Salut Conan,
Pour en dire plus sur François Chasseigne, je reprendrais quasiment textuellement, pages 150 et 151, le passage le concernant, dans le travail de Philippe Robrieux sur l'histoire interne du PCF, dont parlait le camarade Naïké sur un autre fil.
Dans la lutte anti - militariste et du développement des cellules communistes dans l'armée dans les années 20, notamment en Rhénanie occupée en 1923, à l'heure ou sonnait la Révolution allemande, travail dont s'occupait en France la Jeunesse communiste, "l'homme clef" de ce secteur clandestin était François chasseigne.
Il avait été choisi pour ce travail à la section militaire clandestine de la JC, parce qu'il parlait allemand, (pseudonyme de Mercier dans le journal "L'Avant - Garde"), et était déjà en 1923 à 21 ans, un révolutionnaire professionnel, soit un appointé, permanent, de la JC.
Le type était courageux d'ailleurs, responsable du service d'ordre, le revolver au poing, se battant contre les patriotes de Taittinger, lors de l'affaire de la rue Damrémont, à l'occasion des municipales de mai 1925...
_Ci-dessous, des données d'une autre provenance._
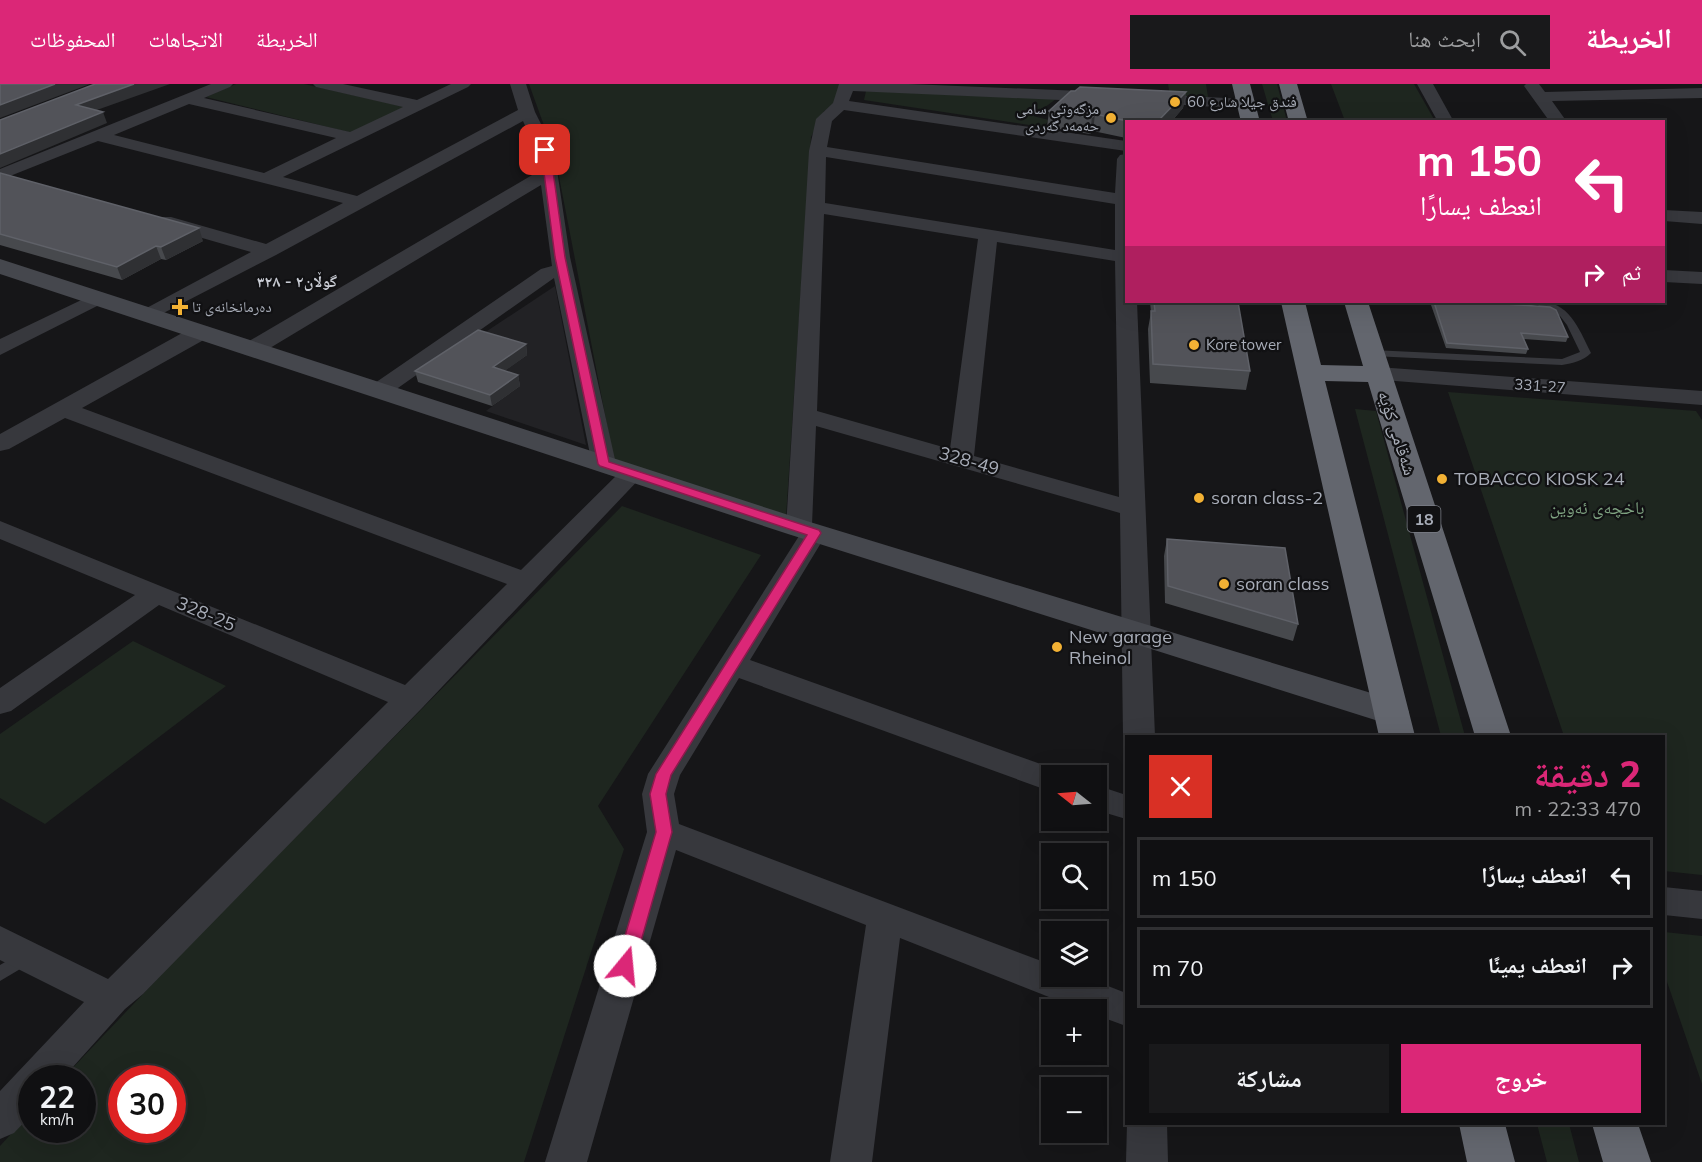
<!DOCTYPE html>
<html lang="ar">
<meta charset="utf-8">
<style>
body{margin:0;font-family:Mulish,"Noto Naskh Arabic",sans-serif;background:#19191b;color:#f1f3f6;direction:rtl;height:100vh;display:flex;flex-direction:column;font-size:22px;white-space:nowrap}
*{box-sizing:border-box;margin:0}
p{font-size:20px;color:#9c9d9f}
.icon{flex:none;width:33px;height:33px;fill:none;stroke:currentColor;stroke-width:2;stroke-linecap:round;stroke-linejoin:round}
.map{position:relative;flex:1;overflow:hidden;direction:ltr}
.sheet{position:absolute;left:1125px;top:651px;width:540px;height:390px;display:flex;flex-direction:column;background:#101012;border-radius:0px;box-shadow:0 6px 24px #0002,0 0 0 2px #303032;direction:rtl}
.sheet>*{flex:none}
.hud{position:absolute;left:1125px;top:36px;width:540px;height:183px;border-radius:0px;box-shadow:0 6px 24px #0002,0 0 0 2px #303032;direction:rtl;background:#db2777;color:#fff;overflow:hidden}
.needle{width:39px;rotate:287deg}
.fabs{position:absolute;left:1041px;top:681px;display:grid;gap:12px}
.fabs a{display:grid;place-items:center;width:66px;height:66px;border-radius:0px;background:#101012;box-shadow:0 6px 24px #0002,0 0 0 2px #303032;font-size:30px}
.speed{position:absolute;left:18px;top:981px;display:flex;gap:12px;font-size:30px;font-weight:700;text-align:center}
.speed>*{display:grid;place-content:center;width:78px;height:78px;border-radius:50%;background:#101012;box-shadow:0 6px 24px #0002,0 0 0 2px #303032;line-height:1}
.speed small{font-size:15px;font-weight:400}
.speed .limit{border:9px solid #d22;background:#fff;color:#111}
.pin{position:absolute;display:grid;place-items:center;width:51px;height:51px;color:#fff;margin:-26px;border-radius:12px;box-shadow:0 3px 9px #0006}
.me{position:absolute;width:66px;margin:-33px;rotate:17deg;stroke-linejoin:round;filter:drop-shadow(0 0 4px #0008)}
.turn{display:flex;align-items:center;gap:21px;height:126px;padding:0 24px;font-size:27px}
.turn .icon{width:78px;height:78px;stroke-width:2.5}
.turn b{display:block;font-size:42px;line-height:51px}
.then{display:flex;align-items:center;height:57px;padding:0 24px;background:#0003;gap:12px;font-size:22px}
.round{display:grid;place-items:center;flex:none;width:63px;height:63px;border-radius:0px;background:#19191b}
.headline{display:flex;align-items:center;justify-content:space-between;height:102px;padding:0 24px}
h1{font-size:36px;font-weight:800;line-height:45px;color:#db2777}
.action{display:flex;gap:12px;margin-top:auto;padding:12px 24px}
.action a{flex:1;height:69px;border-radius:0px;background:#db2777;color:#fff;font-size:24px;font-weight:800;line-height:69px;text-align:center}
.action a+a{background:#19191b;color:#f1f3f6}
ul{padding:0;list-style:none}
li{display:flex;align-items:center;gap:18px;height:81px;margin:0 12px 9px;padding:0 12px;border:3px solid #303032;border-radius:0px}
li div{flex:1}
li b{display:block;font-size:22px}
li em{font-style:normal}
header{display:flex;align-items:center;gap:36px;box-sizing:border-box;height:84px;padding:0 30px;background:#db2777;color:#fff}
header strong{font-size:28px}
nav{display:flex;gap:33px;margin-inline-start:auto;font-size:21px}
.search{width:420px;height:54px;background:#19191b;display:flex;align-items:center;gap:15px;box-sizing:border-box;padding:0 21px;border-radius:0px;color:#9c9d9f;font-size:22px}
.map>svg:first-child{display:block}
.built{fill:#222225}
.green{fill:#1e261f;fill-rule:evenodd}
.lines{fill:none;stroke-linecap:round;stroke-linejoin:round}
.lane{fill:#37383d;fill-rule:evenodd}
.street{fill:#37383d;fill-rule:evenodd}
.secondary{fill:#45474d;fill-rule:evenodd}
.highway{fill:#63666e;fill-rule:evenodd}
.wall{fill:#47494d}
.shaded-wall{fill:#2f3033}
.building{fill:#525359;stroke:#5f6168;stroke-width:1.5}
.route{fill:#db2777;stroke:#8e194d;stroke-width:1.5}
.poi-dot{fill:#f2b134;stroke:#111113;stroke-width:2}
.labels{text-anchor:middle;stroke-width:4.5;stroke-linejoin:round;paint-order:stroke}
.far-poi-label{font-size:15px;fill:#a8adb8;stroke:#111113;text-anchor:start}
.far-street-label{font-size:15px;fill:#a8adb8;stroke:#111113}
.far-neighbourhood-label{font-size:16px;font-weight:bold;fill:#c9ccd4;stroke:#111113}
.shield{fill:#111113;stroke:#7b7e86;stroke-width:1.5}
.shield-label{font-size:16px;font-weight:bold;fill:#a8adb8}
.street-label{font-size:18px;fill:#a8adb8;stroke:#111113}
.poi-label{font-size:18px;fill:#a8adb8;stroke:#111113;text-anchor:start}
.park-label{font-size:18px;fill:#7fa381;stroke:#111113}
</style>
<header>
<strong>الخريطة</strong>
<div class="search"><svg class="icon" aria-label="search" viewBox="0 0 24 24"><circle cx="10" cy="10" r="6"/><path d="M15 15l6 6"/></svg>ابحث هنا</div>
<nav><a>الخريطة</a><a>الاتجاهات</a><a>المحفوظات</a></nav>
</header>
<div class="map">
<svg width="1702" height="1078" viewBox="0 0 1702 1078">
<rect width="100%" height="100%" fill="#161618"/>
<path class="built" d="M555,202L586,361L486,327L519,302L495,294L475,255Z"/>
<path class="green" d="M236,0H304L405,23L352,49L206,13Z
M529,0H842L840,23L824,27L811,53L786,433L614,377L555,72Z
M1168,0H1206L1208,13L1170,12Z
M1262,0H1277L1287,37H1273Z
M1331,0H1414L1435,37H1345Z
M866,7L1056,15L1033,32L1049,36L1043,43L864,16Z
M1448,308L1696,327L1702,336V791L1664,787V652H1564Z
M1355,325L1376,327L1465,652H1441Z
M622,422L761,471L598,722L624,765L524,1078H0V1062L31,1028L32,1046H82V994H63L204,846ZM122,994H172V1046H122Z
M133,557L226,602L45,740L0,714V650Z
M1664,848L1702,852V1000L1664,889Z
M1537,1040H1569L1579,1078H1547Z"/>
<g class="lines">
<path class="lane" d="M1531,218C1568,214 1577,241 1591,269C1583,277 1573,279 1562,281L1372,272L1367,269L1372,266L1562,275L1580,268L1567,241L1560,232Z
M26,866L32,868L35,873L32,878L0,897V881Z"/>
<path class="street" d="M211,0H233L230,3L204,14L350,48L403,23L316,3L313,0H343L417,16L451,0H471L468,3L283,93L357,112L518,26L510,0H526L535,28L554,66L570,173L616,380L613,385L604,387L595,385L592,380L554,194L388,311L380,313L372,311L369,306L372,301L541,185L552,182L541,101L260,270L252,272L244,270L241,265L244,260L539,87L536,66L523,37L276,171L148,237L141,235L137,231L141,227L251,168L157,141L155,137L157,133H171L266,160L343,119L98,57L0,96V85ZM189,20L336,54L264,89L114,51Z
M839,0H909L1105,8L1113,13L1105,18L853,7L849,17L1126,57V67L844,26L832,37L827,63L1115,109L1117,75L1120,71L1126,70V218H1137L1155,652H1126V657L1123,652L1120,429L816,342L812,441L823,443L827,449L750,576L1063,688L1066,692H1052V708L739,594L680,691L674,710L679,740L1052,881V892H1082L1126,909V942L1096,931V926H1082L900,854L872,1078H830L866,841L676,766L587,1078H545L647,748L642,710L648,690L799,452L790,450L786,444L809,67L816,35L833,19ZM826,73L1115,120V166L825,119ZM824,130L978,155L950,365L817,327ZM997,158L1115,177L1119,413L974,372Z
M1417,0H1433L1454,38H1438Z
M1526,0H1539L1545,8L1702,4V14L1552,17L1567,38H1550L1524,2Z
M1145,10L1246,15L1254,20L1246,25L1139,18L1137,15Z
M1664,126L1702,128V140L1664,137Z
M1664,186L1702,188V200L1664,198Z
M98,208L105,210L108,214L105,218L0,271V255Z
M201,242L209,243L212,248L209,253L82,324L521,486L624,384L633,382L642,384L645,389L423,623L143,910L125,925L63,994H32V1030L14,1049L0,1055V1007L84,918L0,876V842L108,895L388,618L159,521L11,627L0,630V604L135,511L0,455V437L405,601L507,500L65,334L9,365L0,367V350L193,243Z
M1378,283L1702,307V321L1370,295L1367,290L1370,285Z
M1096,701L1126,711V735L1096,726Z
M1664,803L1702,807V835L1664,831Z
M1127,1040H1167L1168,1078H1126Z"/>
<path class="secondary" d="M0,175L810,438L1404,619L1409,628L1404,637L1391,641L788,450L0,190Z"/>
<path class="highway" d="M1232,0H1250L1260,38H1241Z
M1279,0H1297L1308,38H1289Z
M1281,218H1305L1321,281L1363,282L1344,218H1368L1511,652H1475L1368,298L1325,297L1415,652H1379Z
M1459,1040H1505L1515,1078H1467Z
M1592,1040H1638L1651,1078H1603Z"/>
</g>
<path class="wall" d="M1186,8L1183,24L1171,38H1126V54L1093,47L1090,50L1047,43L1049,27Z
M0,89L203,157L166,176L161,175L122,196L0,161Z
M1150,218H1238L1250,287L1246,306L1150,299L1148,245L1151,228Z
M1430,218H1504L1505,220L1568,253L1566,258L1524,255L1528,265L1526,270L1446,264Z
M526,260L527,271L504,287L518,291L520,302L492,322L418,298L415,287Z
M1167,455L1298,540L1293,557L1165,519L1164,472Z"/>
<path class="shaded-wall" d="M55,0H90L0,34V21Z
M134,0H170L80,32L76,21Z
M1186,8L1183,24L1171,38H1157Z
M103,28L107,39L0,84V70Z
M1095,30L1093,47L1090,50L1092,33Z
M199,144L203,157L166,176L161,163Z
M156,162L161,175L122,196L117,183Z
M526,260L527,271L495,294L493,283Z
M518,291L520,302L492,322L490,311Z"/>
<path class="building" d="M0,0H55L0,21Z
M95,0H134L76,21L103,28L0,70V36Z
M1080,3L1186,8L1157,38H1132L1095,30L1092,33L1049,27L1071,7H1075Z
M0,89L199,144L161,163L156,162L117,183L0,150Z
M1154,218H1238L1250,287L1153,280L1151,227H1155Z
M1434,218H1504L1505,220L1550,223L1556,226L1568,253L1521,249L1528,265L1447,259Z
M478,246L526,260L493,283L518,291L490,311L415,287Z
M1167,455L1285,464L1298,540L1168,502Z"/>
<path class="route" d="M545,64L550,66L565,173L609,378L819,446L821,449L671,691L666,710L672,748L634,882L631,888L625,890L619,888L616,882L656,748L650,710L656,690L807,451L600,382L598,380L555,173L541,66Z"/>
<g class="poi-dot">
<circle cx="1175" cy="18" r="6"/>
<circle cx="1111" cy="34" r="6"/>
<path d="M177 214h6v6h6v6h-6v6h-6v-6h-6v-6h6z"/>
<circle cx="1194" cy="261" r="6"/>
<circle cx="1442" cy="395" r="6"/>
<circle cx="1199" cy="414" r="6"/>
<circle cx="1224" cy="500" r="6"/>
<circle cx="1057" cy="563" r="6"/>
</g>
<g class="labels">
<g class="far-poi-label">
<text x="1187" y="23">فندق جيلا شارع 60</text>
<text x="1099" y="30" text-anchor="end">مزگەوتی سامی<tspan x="1099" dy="17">حەمەد گەردی</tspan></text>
<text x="192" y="228">دەرمانخانەی تا</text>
<text x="1206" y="266">Kore tower</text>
</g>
<g class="far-street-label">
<text transform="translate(1540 302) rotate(4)" y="5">331-27</text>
</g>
<g class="far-neighbourhood-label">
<text x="297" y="203">گوڵان٢ - ٣٢٨</text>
</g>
<rect class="shield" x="1407.5" y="422" width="33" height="26" rx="4.5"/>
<g class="shield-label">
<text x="1424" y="441">18</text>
</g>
<g class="street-label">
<text transform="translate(1397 349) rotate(72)" y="6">شەقامی کۆیە</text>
<text transform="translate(969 377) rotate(16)" y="6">328-49</text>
<text transform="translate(206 530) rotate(23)" y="6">328-25</text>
</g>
<g class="poi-label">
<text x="1454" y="401">TOBACCO KIOSK 24</text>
<text x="1211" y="420">soran class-2</text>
<text x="1236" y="506">soran class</text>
<text x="1069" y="559">New garage<tspan x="1069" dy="21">Rheinol</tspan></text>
</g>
<g class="park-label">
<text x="1597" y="430">باخچەی ئەوین</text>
</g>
</g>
</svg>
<div class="fabs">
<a><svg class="needle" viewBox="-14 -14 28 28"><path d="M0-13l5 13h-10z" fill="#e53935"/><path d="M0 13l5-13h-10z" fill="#9c9d9f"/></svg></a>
<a><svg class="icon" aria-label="search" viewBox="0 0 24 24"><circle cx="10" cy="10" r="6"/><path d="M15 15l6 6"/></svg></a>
<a><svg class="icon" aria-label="layers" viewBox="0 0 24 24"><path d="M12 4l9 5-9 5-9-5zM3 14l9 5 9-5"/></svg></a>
<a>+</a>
<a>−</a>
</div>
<div class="speed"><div>22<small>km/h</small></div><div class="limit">30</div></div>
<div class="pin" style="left:545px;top:66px;background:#d93025"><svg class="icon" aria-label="arrive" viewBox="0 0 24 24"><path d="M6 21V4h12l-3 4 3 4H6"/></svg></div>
<svg class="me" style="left:625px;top:882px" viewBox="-20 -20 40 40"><circle r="19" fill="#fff"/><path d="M0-13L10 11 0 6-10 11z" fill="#db2777"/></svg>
<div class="hud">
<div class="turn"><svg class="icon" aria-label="left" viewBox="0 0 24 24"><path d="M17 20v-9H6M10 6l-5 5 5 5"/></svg><div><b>150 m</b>انعطف يسارًا</div></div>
<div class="then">ثم<svg class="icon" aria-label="right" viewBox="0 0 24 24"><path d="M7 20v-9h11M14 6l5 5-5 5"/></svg></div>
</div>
<section class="sheet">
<div class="headline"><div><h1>2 دقيقة</h1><p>470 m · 22:33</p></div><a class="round" style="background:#d93025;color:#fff"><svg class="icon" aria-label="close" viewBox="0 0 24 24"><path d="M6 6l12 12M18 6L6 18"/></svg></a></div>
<ul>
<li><svg class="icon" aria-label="left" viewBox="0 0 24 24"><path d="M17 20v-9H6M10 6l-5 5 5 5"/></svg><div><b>انعطف يسارًا</b></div><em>150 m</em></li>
<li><svg class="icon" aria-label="right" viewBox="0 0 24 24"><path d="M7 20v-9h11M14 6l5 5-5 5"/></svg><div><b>انعطف يمينًا</b></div><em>70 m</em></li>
</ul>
<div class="action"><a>خروج</a><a>مشاركة</a></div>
</section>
</div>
Mais bon, comme tu vois, il peut exister d'étranges et d'insoupçonnables destins, Chasseigne dans ce travail anti miltariste chapeauté par le Komintern était accompagné du camarade Voïa Vouïvitch, et comme pas mal de militants communistes, ils vont accumuler des années de prison.
Cependant François Chasseigne appartiendra plus tard au gouvernement de vichy, Voia Vouïvitch, lui, finira, comme tous les communistes oppositionnels, un balle dans la nuque, ou mort de faim, au fin fond du goulag ou d'un isolateur.